G-d said to [Moses], “Go to the people [and instruct them in preparation for the Revelation].”
G-d wanted to give the Ten Commandments. Moses was standing [atop Mount Sinai]. G-d said, “[If I say], ‘I am the L-rd your G-d,’ [the Jewish People] will say, ‘Who said it – G-d or Moses?’ Rather, let Moses descend, and then I shall say, ‘I am the L-rd your G-d.’” So G-d said to Moses, “Go to the people [and instruct them]…”
[G-d’s message to the people was a pretext; G-d hoped that Moses] would realize that He wants him to leave…. He did not want to tell [Moses] explicitly to leave, because He did not want to hurt his feelings.

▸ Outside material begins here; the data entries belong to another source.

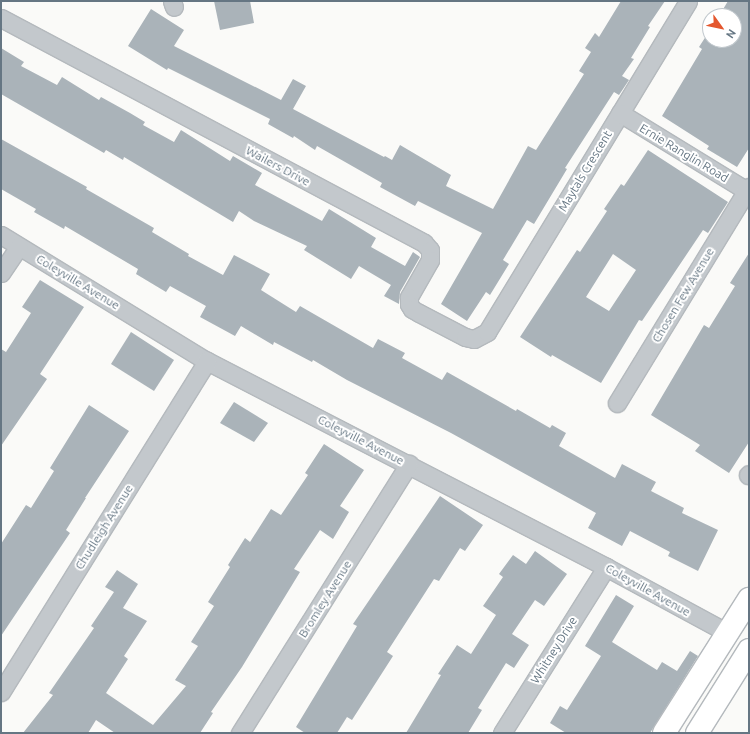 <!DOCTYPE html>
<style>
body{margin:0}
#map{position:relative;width:750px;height:734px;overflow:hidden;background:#fafaf8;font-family:Ubuntu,sans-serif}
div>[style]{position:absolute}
.building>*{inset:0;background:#aab3b9}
.roads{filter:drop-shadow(1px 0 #b4b9bd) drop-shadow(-1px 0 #b4b9bd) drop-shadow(0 1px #b4b9bd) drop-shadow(0 -1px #b4b9bd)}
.minor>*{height:17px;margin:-8.5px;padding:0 8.5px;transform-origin:8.5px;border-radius:8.5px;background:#c3c8cc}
.trunk>*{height:22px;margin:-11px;padding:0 11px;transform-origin:11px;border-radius:11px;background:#fff}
span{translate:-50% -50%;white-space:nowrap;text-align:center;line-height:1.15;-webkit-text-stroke:4px #fff;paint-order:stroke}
.street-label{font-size:12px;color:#657683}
.frame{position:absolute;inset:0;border:2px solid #657683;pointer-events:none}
.north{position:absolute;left:702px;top:8px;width:40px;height:40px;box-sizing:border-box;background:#fff;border:1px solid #c1c8cd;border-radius:50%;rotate:123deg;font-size:11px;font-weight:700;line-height:16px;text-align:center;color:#657683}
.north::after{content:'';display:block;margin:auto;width:14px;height:18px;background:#e4572e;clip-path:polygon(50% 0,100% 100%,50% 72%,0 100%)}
</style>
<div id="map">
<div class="building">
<i style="clip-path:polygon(214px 1px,250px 1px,254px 23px,220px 30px)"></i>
<i style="clip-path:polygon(621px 1px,665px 1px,648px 26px,650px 27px,631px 58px,634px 59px,622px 76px,629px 80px,619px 95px,614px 92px,565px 168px,567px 169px,534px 224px,527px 220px,503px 260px,509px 264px,490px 295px,486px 292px,467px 321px,441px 304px,482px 233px,418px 201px,415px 206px,380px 187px,382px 183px,317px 146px,315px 150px,294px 136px,293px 138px,268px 124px,270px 119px,168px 68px,167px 70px,128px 46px,151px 9px,184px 30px,174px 46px,281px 100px,293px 79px,306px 86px,293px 109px,384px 157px,385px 156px,392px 160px,400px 145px,451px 175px,446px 186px,493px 209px,528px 146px,536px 150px,584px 74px,579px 71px,591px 52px,585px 48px,595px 33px,599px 37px)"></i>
<i style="clip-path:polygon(728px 1px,749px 1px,749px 148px,737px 167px,707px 149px,709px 146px,662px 116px,702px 49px,699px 47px,710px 30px,710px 40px,734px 40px,734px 16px,719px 16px)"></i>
<i style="clip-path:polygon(1px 48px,24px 62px,21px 66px,57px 85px,62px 77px,99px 100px,101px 97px,130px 113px,145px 122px,143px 125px,174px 142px,181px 130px,230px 161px,233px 156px,262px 173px,255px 185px,322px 221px,329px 209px,376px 238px,371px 247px,405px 266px,413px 252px,420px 257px,400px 292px,399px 304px,384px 296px,391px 285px,359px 266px,351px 279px,304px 250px,307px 246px,254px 221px,239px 211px,233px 222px,124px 157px,123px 160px,106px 150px,104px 153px,1px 94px)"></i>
<i style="clip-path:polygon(1px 139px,87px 187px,86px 189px,154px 228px,152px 232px,189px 254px,188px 256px,223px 275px,234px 255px,270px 274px,261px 290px,296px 312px,300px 306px,373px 348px,378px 339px,405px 353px,402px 358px,442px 380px,447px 372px,516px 411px,517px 409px,550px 428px,552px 425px,566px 433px,559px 446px,615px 478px,622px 464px,656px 482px,651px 491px,684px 508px,682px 513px,718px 530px,698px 571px,668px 556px,670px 552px,630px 531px,622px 546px,588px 528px,596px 513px,451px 433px,347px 380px,313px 360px,312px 362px,274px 342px,273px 345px,241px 326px,235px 336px,200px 317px,206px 306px,170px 286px,166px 292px,136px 274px,138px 269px,65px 226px,64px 229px,34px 212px,36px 209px,1px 189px)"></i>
<i style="clip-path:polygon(evenodd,648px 150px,728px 202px,708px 233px,703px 230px,642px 321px,639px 320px,601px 383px,552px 355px,551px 357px,520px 337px,577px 250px,580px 252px,607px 211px,604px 209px,621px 184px,624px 186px,648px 150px,613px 254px,636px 270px,609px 311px,586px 297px,613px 254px)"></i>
<i style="clip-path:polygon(749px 253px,749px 442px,729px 473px,695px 451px,700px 445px,651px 415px,704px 325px,709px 328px,735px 286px,730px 283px)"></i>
<i style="clip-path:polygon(40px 280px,84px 307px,40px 374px,47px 379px,1px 446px,1px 349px,6px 352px,31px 313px,22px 307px)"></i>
<i style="clip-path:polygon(131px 332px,174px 360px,154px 391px,111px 364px)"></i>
<i style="clip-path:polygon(234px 402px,268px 423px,254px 442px,220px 423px)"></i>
<i style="clip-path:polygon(89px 405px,129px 431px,85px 498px,86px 498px,66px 530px,70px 533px,1px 636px,1px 544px,26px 505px,31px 508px,54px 471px,50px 468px)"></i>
<i style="clip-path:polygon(324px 444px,364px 470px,340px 506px,349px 512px,333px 539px,320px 530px,294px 569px,300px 572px,242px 667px,211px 712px,213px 713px,200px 733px,115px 733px,96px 720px,88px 733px,23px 733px,53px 695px,49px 693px,94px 628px,91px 626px,114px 592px,105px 587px,117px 570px,138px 584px,123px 608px,147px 621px,124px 656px,128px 659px,106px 693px,153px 725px,186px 686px,175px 680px,198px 646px,191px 642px,214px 606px,208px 602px,230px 567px,228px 565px,245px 538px,250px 542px,271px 509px,281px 515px,308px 475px,305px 473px)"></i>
<i style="clip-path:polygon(440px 496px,483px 525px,465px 551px,460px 548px,439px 581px,434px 579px,387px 652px,393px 656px,352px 720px,347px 717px,337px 733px,305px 733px,296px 727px,357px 626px,353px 624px)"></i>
<i style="clip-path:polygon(535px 551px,567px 574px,544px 606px,535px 600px,512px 634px,529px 645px,514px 668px,506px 663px,478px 708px,482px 710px,468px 733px,406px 733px,441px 675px,438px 674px,457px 645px,471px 654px,496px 615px,483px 606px,503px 577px,499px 574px,513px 555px,526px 564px)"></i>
<i style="clip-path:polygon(616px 595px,634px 606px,612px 642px,657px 670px,662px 662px,677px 671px,690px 651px,698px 656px,650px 733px,566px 733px,550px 723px,560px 706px,567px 710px,601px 656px,585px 646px)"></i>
</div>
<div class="roads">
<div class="minor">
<i style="left:172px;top:1px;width:6px;rotate:72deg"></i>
<i style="left:1px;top:18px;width:479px;rotate:28deg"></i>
<i style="left:424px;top:243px;width:9px;rotate:49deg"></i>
<i style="left:430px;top:250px;width:10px;rotate:90deg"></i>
<i style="left:430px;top:260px;width:43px;rotate:119.6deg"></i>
<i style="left:409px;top:297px;width:7px;rotate:90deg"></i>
<i style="left:409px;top:304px;width:6px;rotate:59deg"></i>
<i style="left:412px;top:309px;width:8px;rotate:30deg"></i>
<i style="left:419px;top:313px;width:52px;rotate:27.6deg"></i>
<i style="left:465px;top:337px;width:9px;rotate:13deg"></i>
<i style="left:474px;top:339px;width:15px;rotate:-28deg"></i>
<i style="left:487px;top:332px;width:387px;rotate:-58.7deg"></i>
<i style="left:620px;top:113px;width:151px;rotate:31.5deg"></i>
<i style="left:1px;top:235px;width:241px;rotate:31.5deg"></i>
<i style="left:207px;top:361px;width:449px;rotate:27.3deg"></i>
<i style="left:606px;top:567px;width:139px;rotate:28.4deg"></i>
<i style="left:1px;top:273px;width:32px;rotate:-56deg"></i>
<i style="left:617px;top:403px;width:253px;rotate:-58.6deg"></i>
<i style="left:748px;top:475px;width:1px;rotate:-45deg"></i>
<i style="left:1px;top:692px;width:390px;rotate:-58.1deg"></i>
<i style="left:240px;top:733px;width:318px;rotate:-57.9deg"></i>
<i style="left:502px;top:733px;width:196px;rotate:-57.9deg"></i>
</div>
<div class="trunk">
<i style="left:664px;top:733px;width:159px;rotate:-57.6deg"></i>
<i style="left:697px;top:733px;width:98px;rotate:-57.9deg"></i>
</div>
</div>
<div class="street-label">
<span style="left:684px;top:153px;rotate:31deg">Ernie Ranglin Road</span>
<span style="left:278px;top:166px;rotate:28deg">Wailers Drive</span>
<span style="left:585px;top:171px;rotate:-59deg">Maytals Crescent</span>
<span style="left:78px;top:282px;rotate:31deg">Coleyville Avenue</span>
<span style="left:683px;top:295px;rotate:-59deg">Chosen Few Avenue</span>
<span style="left:361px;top:440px;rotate:27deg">Coleyville Avenue</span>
<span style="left:104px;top:527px;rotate:-58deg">Chudleigh Avenue</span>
<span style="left:648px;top:590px;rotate:29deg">Coleyville Avenue</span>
<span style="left:325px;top:599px;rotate:-58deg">Bromley Avenue</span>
<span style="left:554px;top:650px;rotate:-58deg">Whitney Drive</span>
</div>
<div class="frame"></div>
<div class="north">N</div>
</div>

[Commentary of Maharzu on Midrash]
- Why would Moses be insulted if G-d told him to leave? He had done nothing wrong! G-d simply wanted to make it clear that He was uttering the commandments, and not Moses. Couldn’t G-d have explained to him this simple rationale?
The words “You do not belong here” have an inherently hurtful connotation. Instead, G-d implied it, without actually saying it. Human beings are sensitive to nuances of speech, even when there is no logical difference in the meaning.
Sensitivity is not a sign of weakness; it is one of the essential qualities of being human. Moses, the greatest prophet of all time, was incomparably rational; he was also “the humblest of all men.” Yet even Moses could be affected by the choice of words, and G-d devised a strategy to avoid slighting him. We, too, must invest effort to ensure that our speech is always refined, sensitive and tactful.